Porter Township is a township in Schuylkill County, Pennsylvania, United States. The population was 2,157 at the 2020 census.

Geography
According to the United States Census Bureau, the township has a total area of 18.1 square miles (46.9 km2), of which 18.1 square miles (46.9 km2)  is land and 0.06% is water.

Demographics

At the 2000 census there were 2,032 people, 851 households, and 622 families living in the township.  The population density was 112.3 people per square mile (43.4/km2).  There were 921 housing units at an average density of 50.9/sq mi (19.7/km2).  The racial makeup of the township was 99.61% White, 0.15% Asian, and 0.25% from two or more races. Hispanic or Latino of any race were 0.44%.

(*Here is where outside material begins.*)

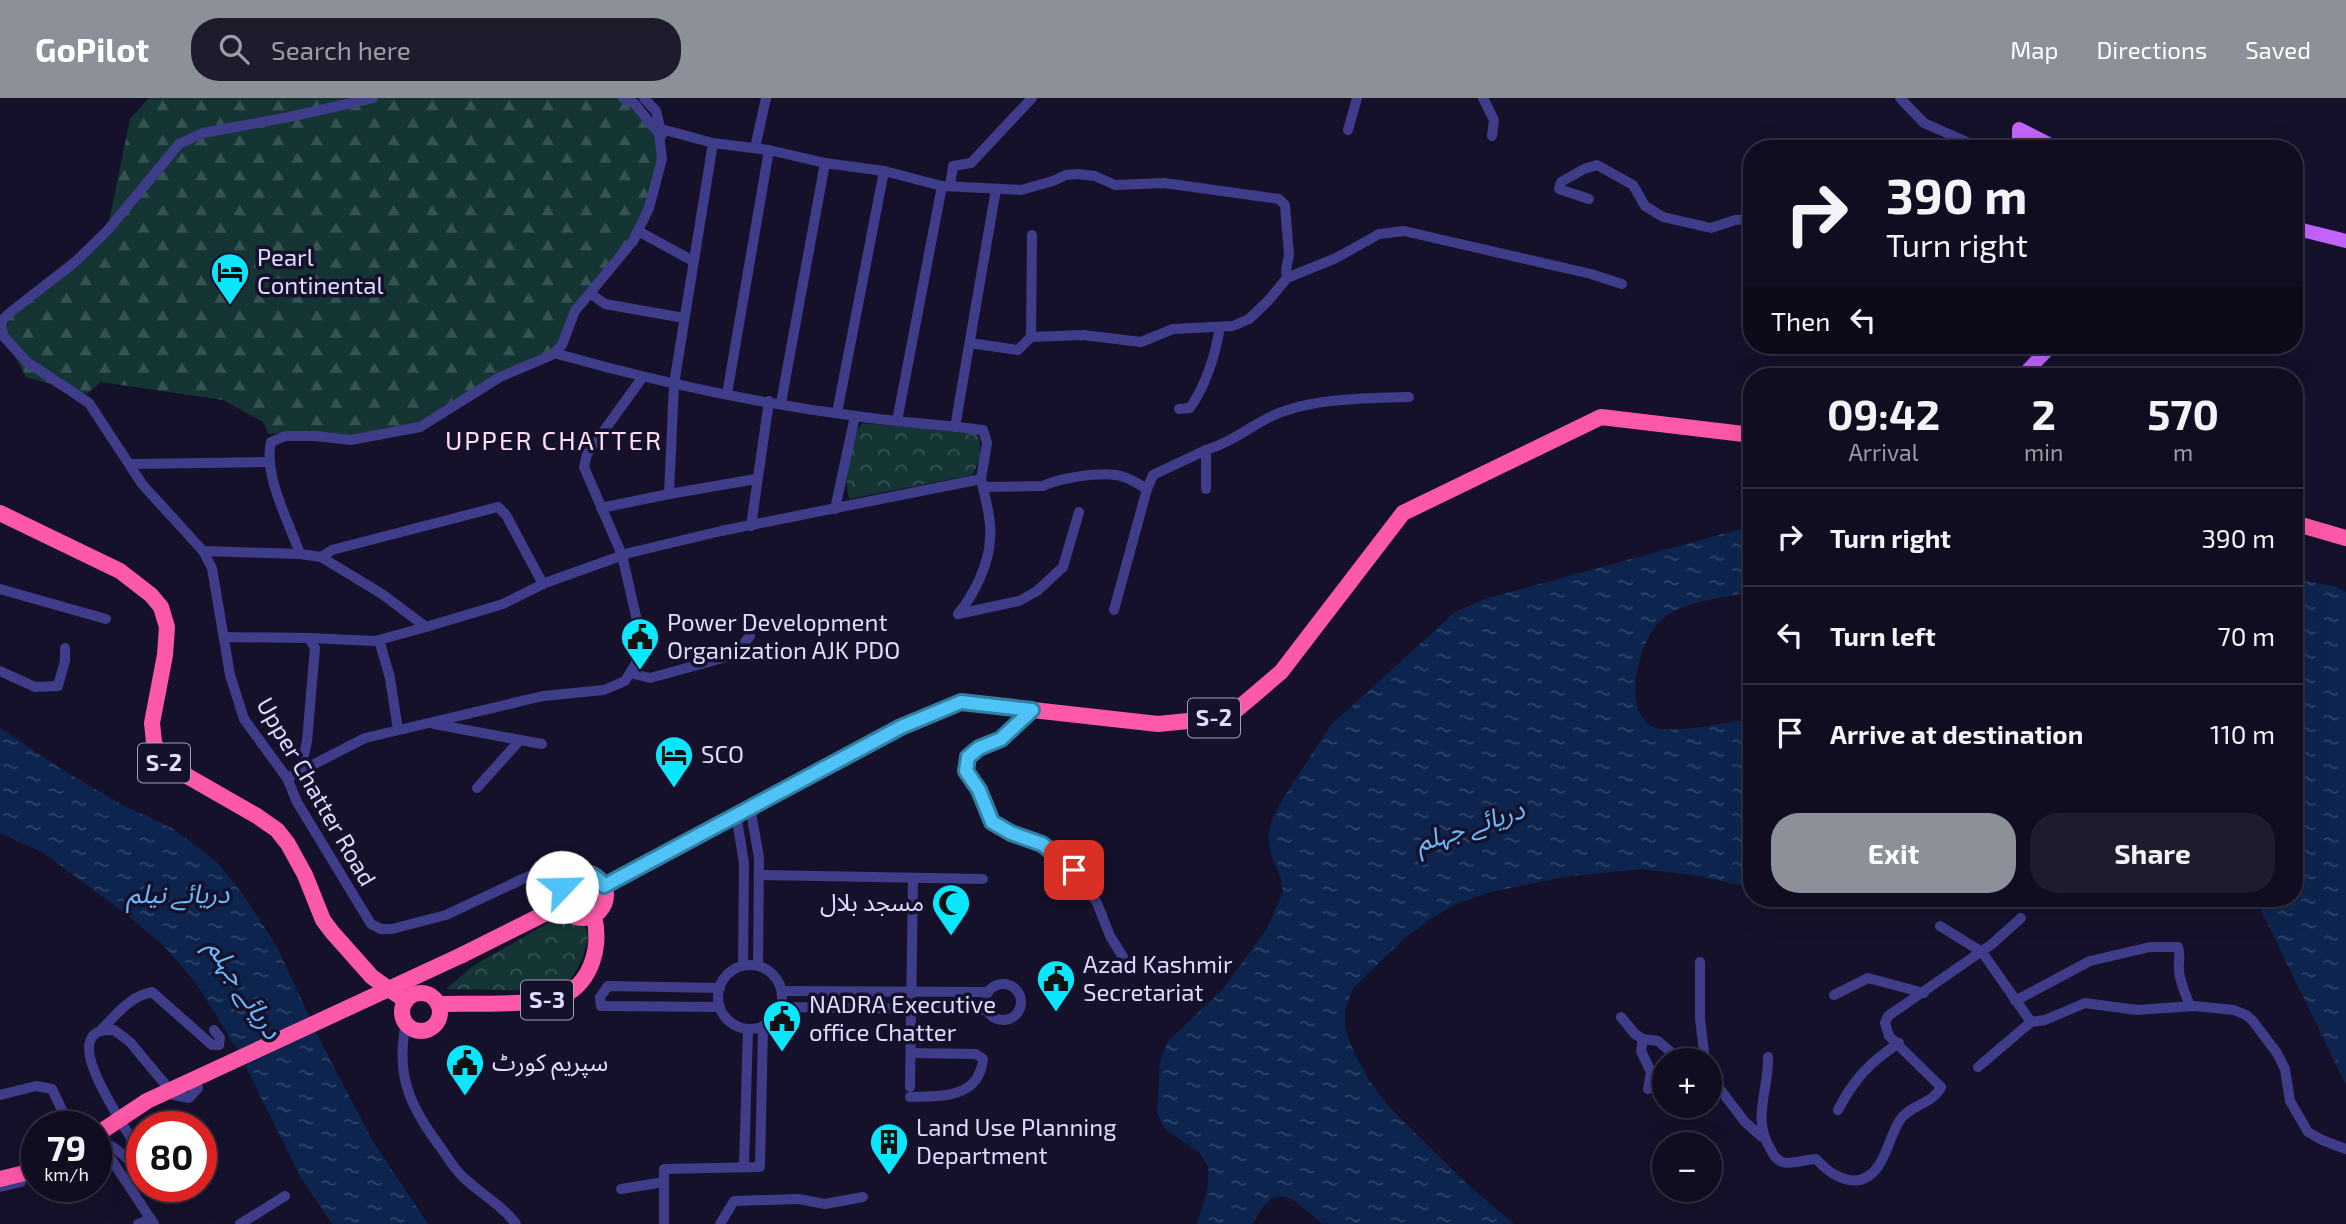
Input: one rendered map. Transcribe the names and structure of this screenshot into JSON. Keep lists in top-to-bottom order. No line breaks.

Of the 851 households 26.3% had children under the age of 18 living with them, 58.5% were married couples living together, 9.3% had a female householder with no husband present, and 26.8% were non-families. 23.6% of households were one person and 14.6% were one person aged 65 or older.  The average household size was 2.39 and the average family size was 2.78.

The age distribution was 21.2% under the age of 18, 7.3% from 18 to 24, 28.5% from 25 to 44, 25.5% from 45 to 64, and 17.5% 65 or older.  The median age was 40 years. For every 100 females there were 99.6 males.  For every 100 females age 18 and over, there were 98.1 males.

The median household income was $36,957 and the median family income  was $43,684. Males had a median income of $31,418 versus $21,705 for females. The per capita income for the township was $18,373.  About 4.2% of families and 5.9% of the population were below the poverty line, including 4.5% of those under age 18 and 9.6% of those age 65 or over.